**Work to be completed**
Please return every record exactly as written, leaving out the pictures.

-.-.-

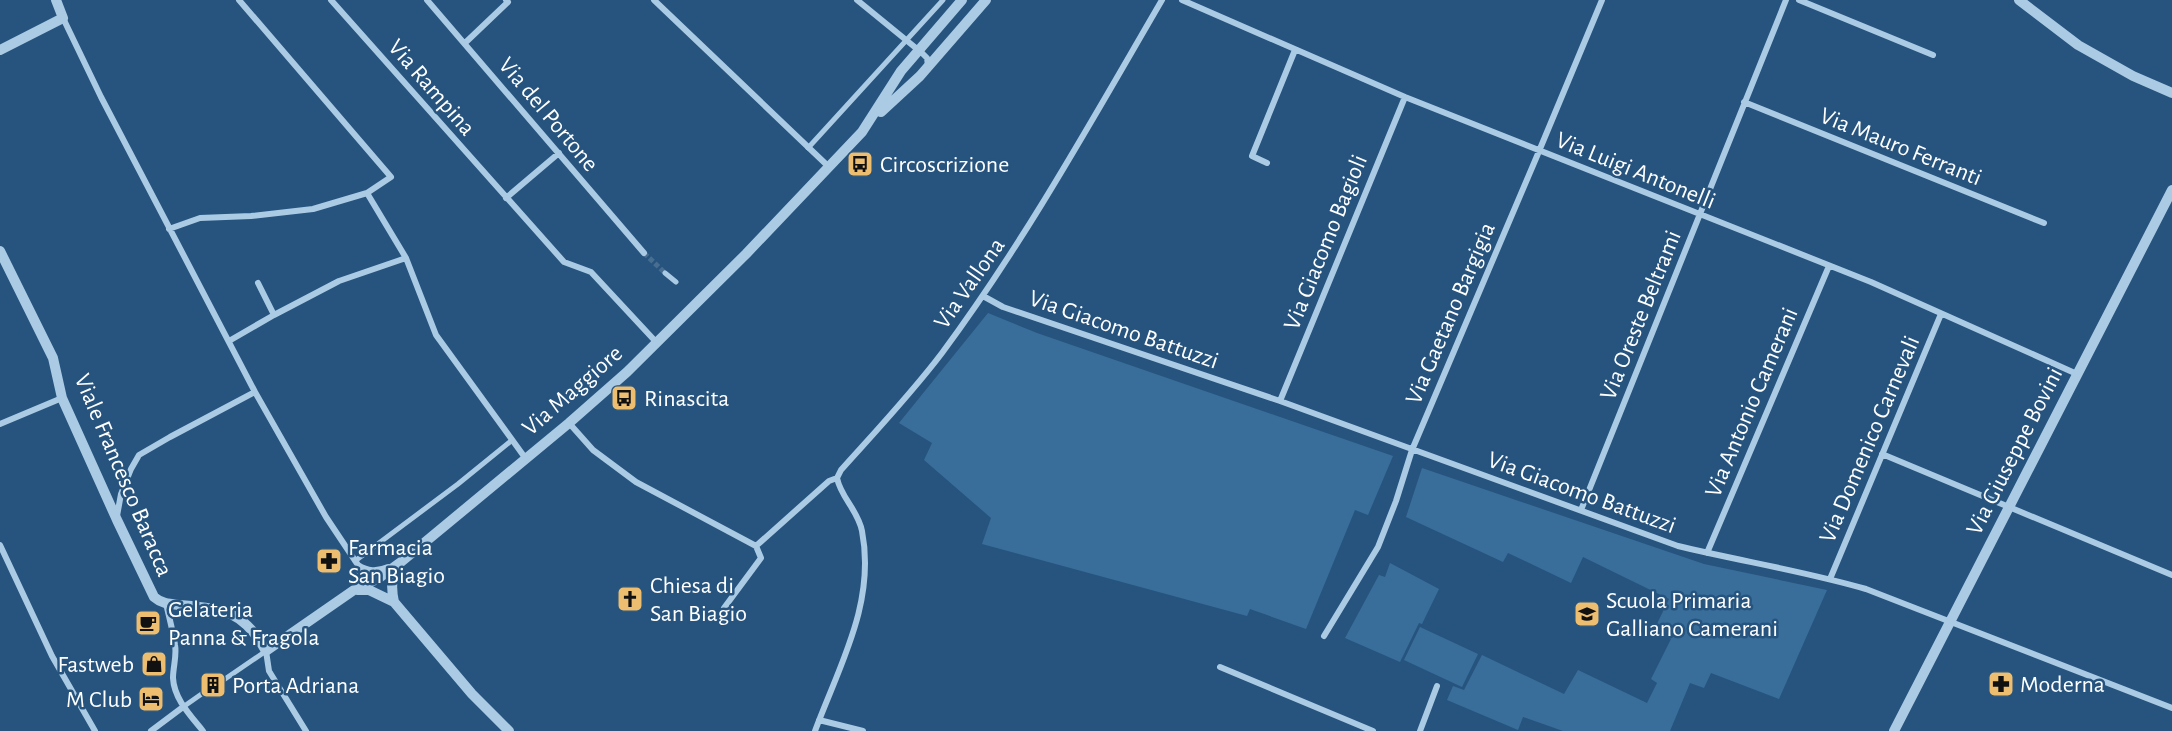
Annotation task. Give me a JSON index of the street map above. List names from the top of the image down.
{
  "streets": {
    "street": [
      "Via Rampina",
      "Via del Portone",
      "Via Mauro Ferranti",
      "Via Luigi Antonelli",
      "Via Giacomo Bagioli",
      "Via Vallona",
      "Via Gaetano Bargigia",
      "Via Oreste Beltrami",
      "Via Giacomo Battuzzi",
      "Via Maggiore",
      "Via Antonio Camerani",
      "Via Domenico Carnevali",
      "Via Giuseppe Bovini",
      "Viale Francesco Baracca"
    ]
  },
  "crossings": [
    ["Via Rampina", "Via Maggiore"],
    ["Via Mauro Ferranti", "Via Oreste Beltrami"],
    ["Via Luigi Antonelli", "Via Giacomo Bagioli"],
    ["Via Luigi Antonelli", "Via Gaetano Bargigia"],
    ["Via Luigi Antonelli", "Via Oreste Beltrami"],
    ["Via Luigi Antonelli", "Via Antonio Camerani"],
    ["Via Luigi Antonelli", "Via Domenico Carnevali"],
    ["Via Luigi Antonelli", "Via Giuseppe Bovini"],
    ["Via Giacomo Bagioli", "Via Giacomo Battuzzi"],
    ["Via Vallona", "Via Giacomo Battuzzi"],
    ["Via Gaetano Bargigia", "Via Giacomo Battuzzi"],
    ["Via Oreste Beltrami", "Via Giacomo Battuzzi"],
    ["Via Giacomo Battuzzi", "Via Antonio Camerani"],
    ["Via Giacomo Battuzzi", "Via Domenico Carnevali"],
    ["Via Giacomo Battuzzi", "Via Giuseppe Bovini"],
    ["Via Maggiore", "Viale Francesco Baracca"]
  ],
  "places": {
    "bus stop": ["Circoscrizione", "Rinascita"],
    "pharmacy": ["Farmacia San Biagio", "Moderna"],
    "church": ["Chiesa di San Biagio"],
    "school or university": ["Scuola Primaria Galliano Camerani"],
    "cafe": ["Gelateria Panna & Fragola"],
    "shop": ["Fastweb"],
    "building": ["Porta Adriana"],
    "hotel": ["M Club"]
  }
}
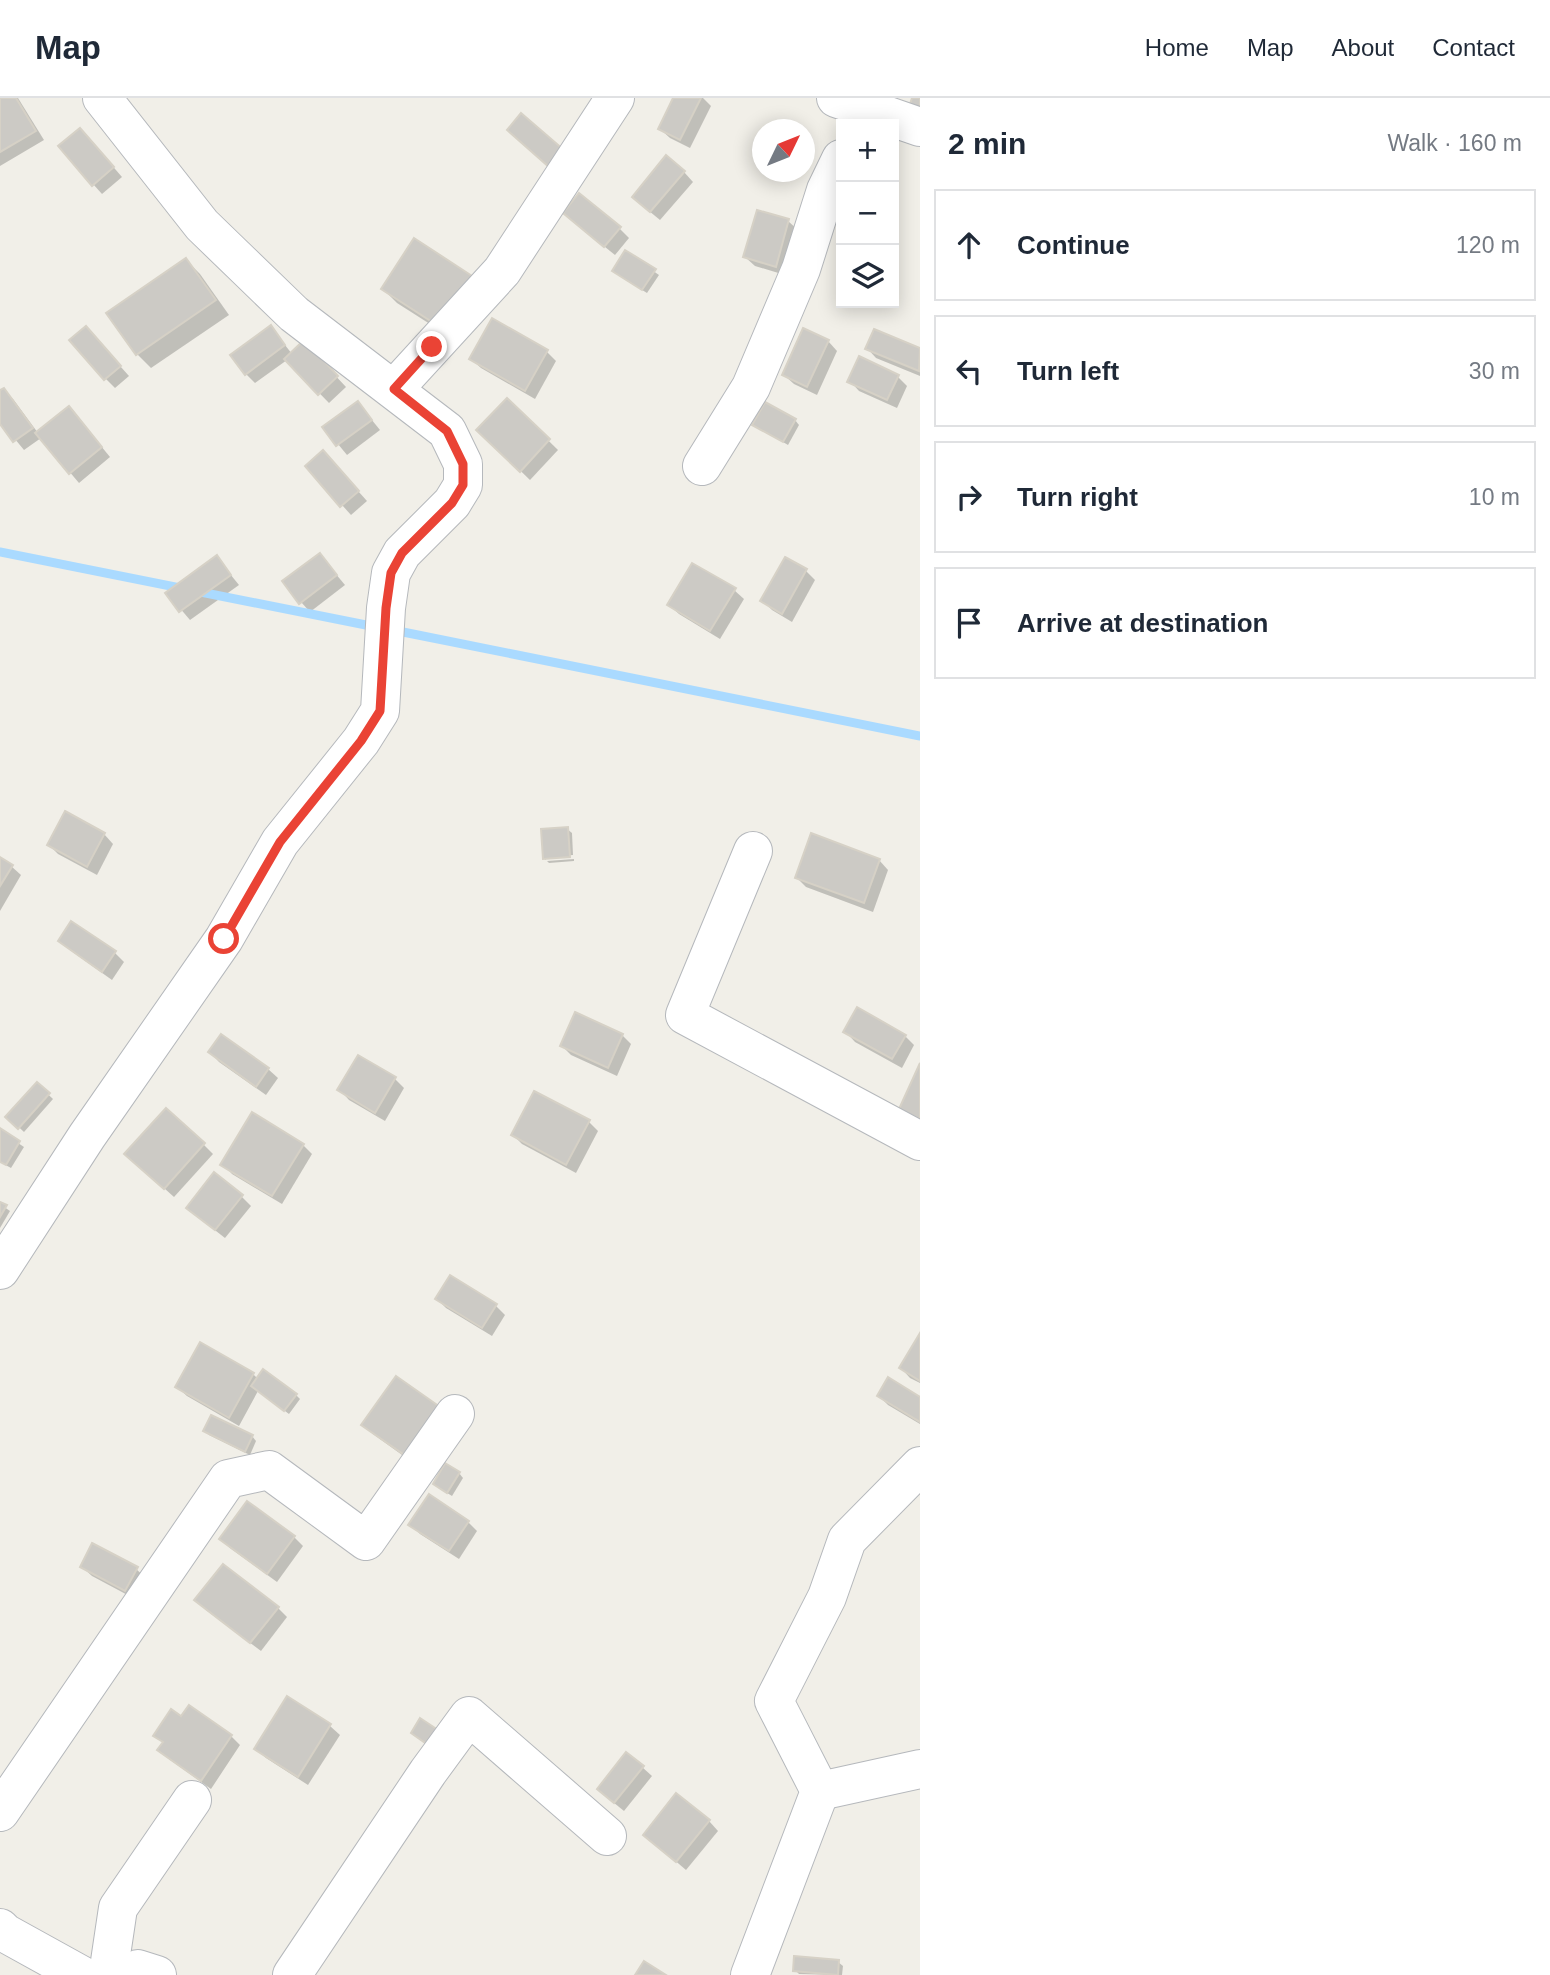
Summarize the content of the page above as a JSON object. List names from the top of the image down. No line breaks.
{"north":"top right","page":{"header":"Map","nav":["Home","Map","About","Contact"],"heading":["2 min","Walk · 160 m"],"map_buttons":["+","−"],"list":[["Continue","120 m"],["Turn left","30 m"],["Turn right","10 m"],"Arrive at destination"]}}
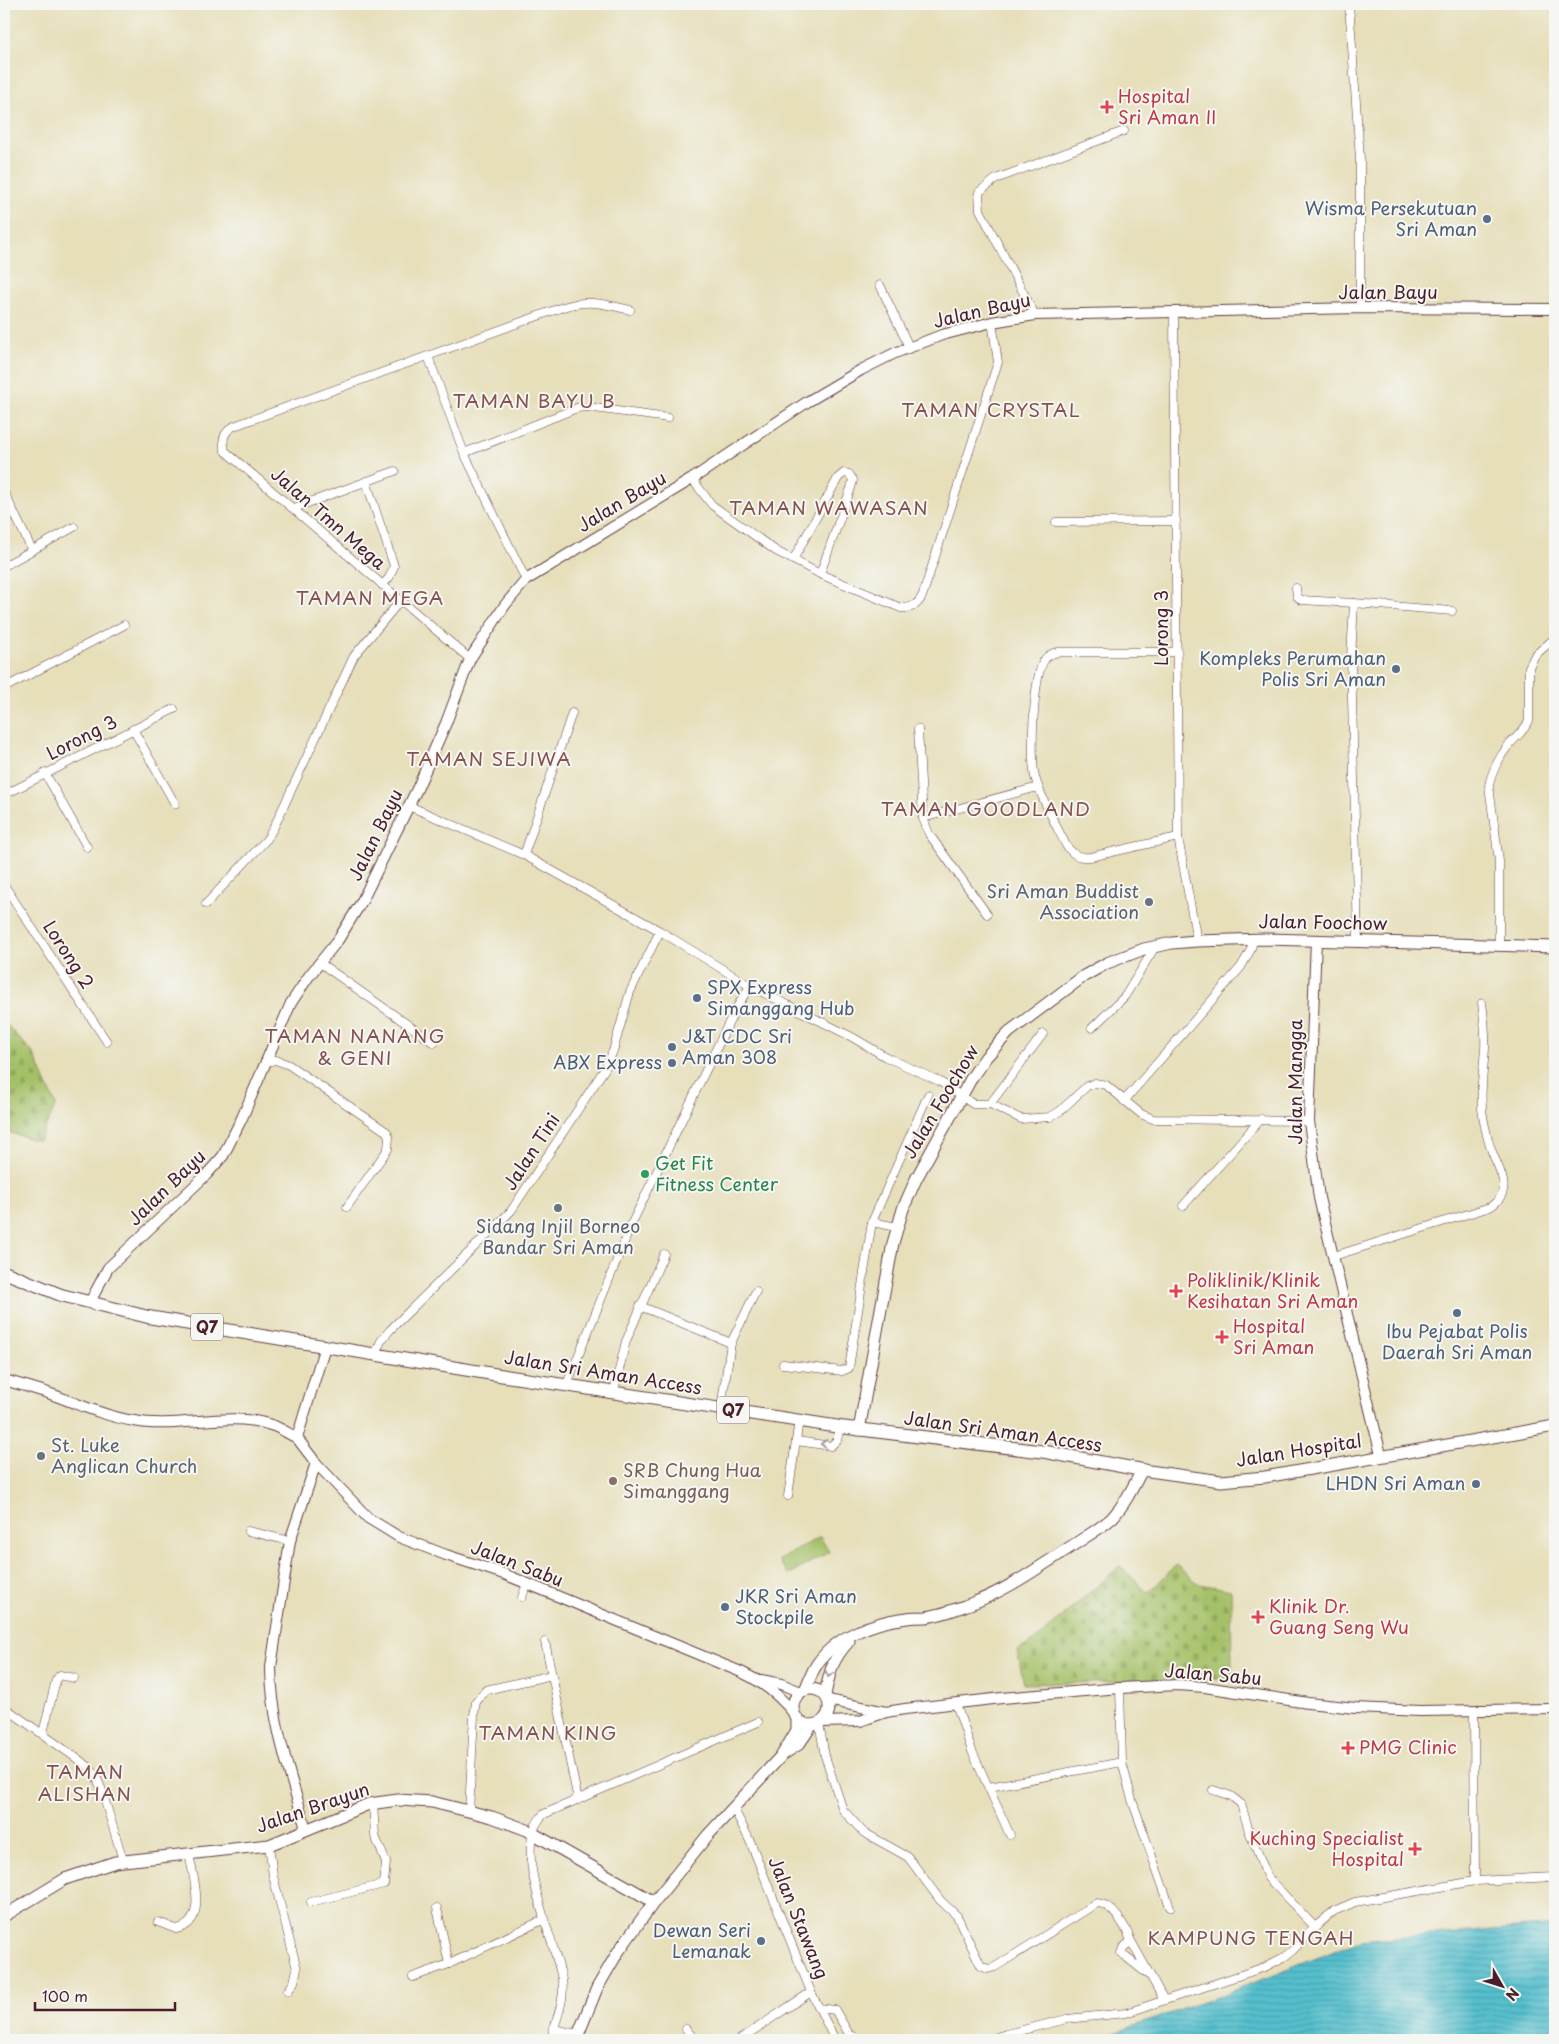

-.-.-

**Problem solution**
Annotation task. Give me a JSON index of the street map above. List names from the top of the image down.
{
  "streets": {
    "street": [
      "Via Rampina",
      "Via del Portone",
      "Via Mauro Ferranti",
      "Via Luigi Antonelli",
      "Via Giacomo Bagioli",
      "Via Vallona",
      "Via Gaetano Bargigia",
      "Via Oreste Beltrami",
      "Via Giacomo Battuzzi",
      "Via Maggiore",
      "Via Antonio Camerani",
      "Via Domenico Carnevali",
      "Via Giuseppe Bovini",
      "Viale Francesco Baracca"
    ]
  },
  "crossings": [
    ["Via Rampina", "Via Maggiore"],
    ["Via Mauro Ferranti", "Via Oreste Beltrami"],
    ["Via Luigi Antonelli", "Via Giacomo Bagioli"],
    ["Via Luigi Antonelli", "Via Gaetano Bargigia"],
    ["Via Luigi Antonelli", "Via Oreste Beltrami"],
    ["Via Luigi Antonelli", "Via Antonio Camerani"],
    ["Via Luigi Antonelli", "Via Domenico Carnevali"],
    ["Via Luigi Antonelli", "Via Giuseppe Bovini"],
    ["Via Giacomo Bagioli", "Via Giacomo Battuzzi"],
    ["Via Vallona", "Via Giacomo Battuzzi"],
    ["Via Gaetano Bargigia", "Via Giacomo Battuzzi"],
    ["Via Oreste Beltrami", "Via Giacomo Battuzzi"],
    ["Via Giacomo Battuzzi", "Via Antonio Camerani"],
    ["Via Giacomo Battuzzi", "Via Domenico Carnevali"],
    ["Via Giacomo Battuzzi", "Via Giuseppe Bovini"],
    ["Via Maggiore", "Viale Francesco Baracca"]
  ],
  "places": {
    "bus stop": ["Circoscrizione", "Rinascita"],
    "pharmacy": ["Farmacia San Biagio", "Moderna"],
    "church": ["Chiesa di San Biagio"],
    "school or university": ["Scuola Primaria Galliano Camerani"],
    "cafe": ["Gelateria Panna & Fragola"],
    "shop": ["Fastweb"],
    "building": ["Porta Adriana"],
    "hotel": ["M Club"]
  }
}
Summarize the content of the page above as a JSON object. List names from the top of the image down. No line breaks.
{"north":"top right","page":{"header":"Map","nav":["Home","Map","About","Contact"],"heading":["2 min","Walk · 160 m"],"map_buttons":["+","−"],"list":[["Continue","120 m"],["Turn left","30 m"],["Turn right","10 m"],"Arrive at destination"]}}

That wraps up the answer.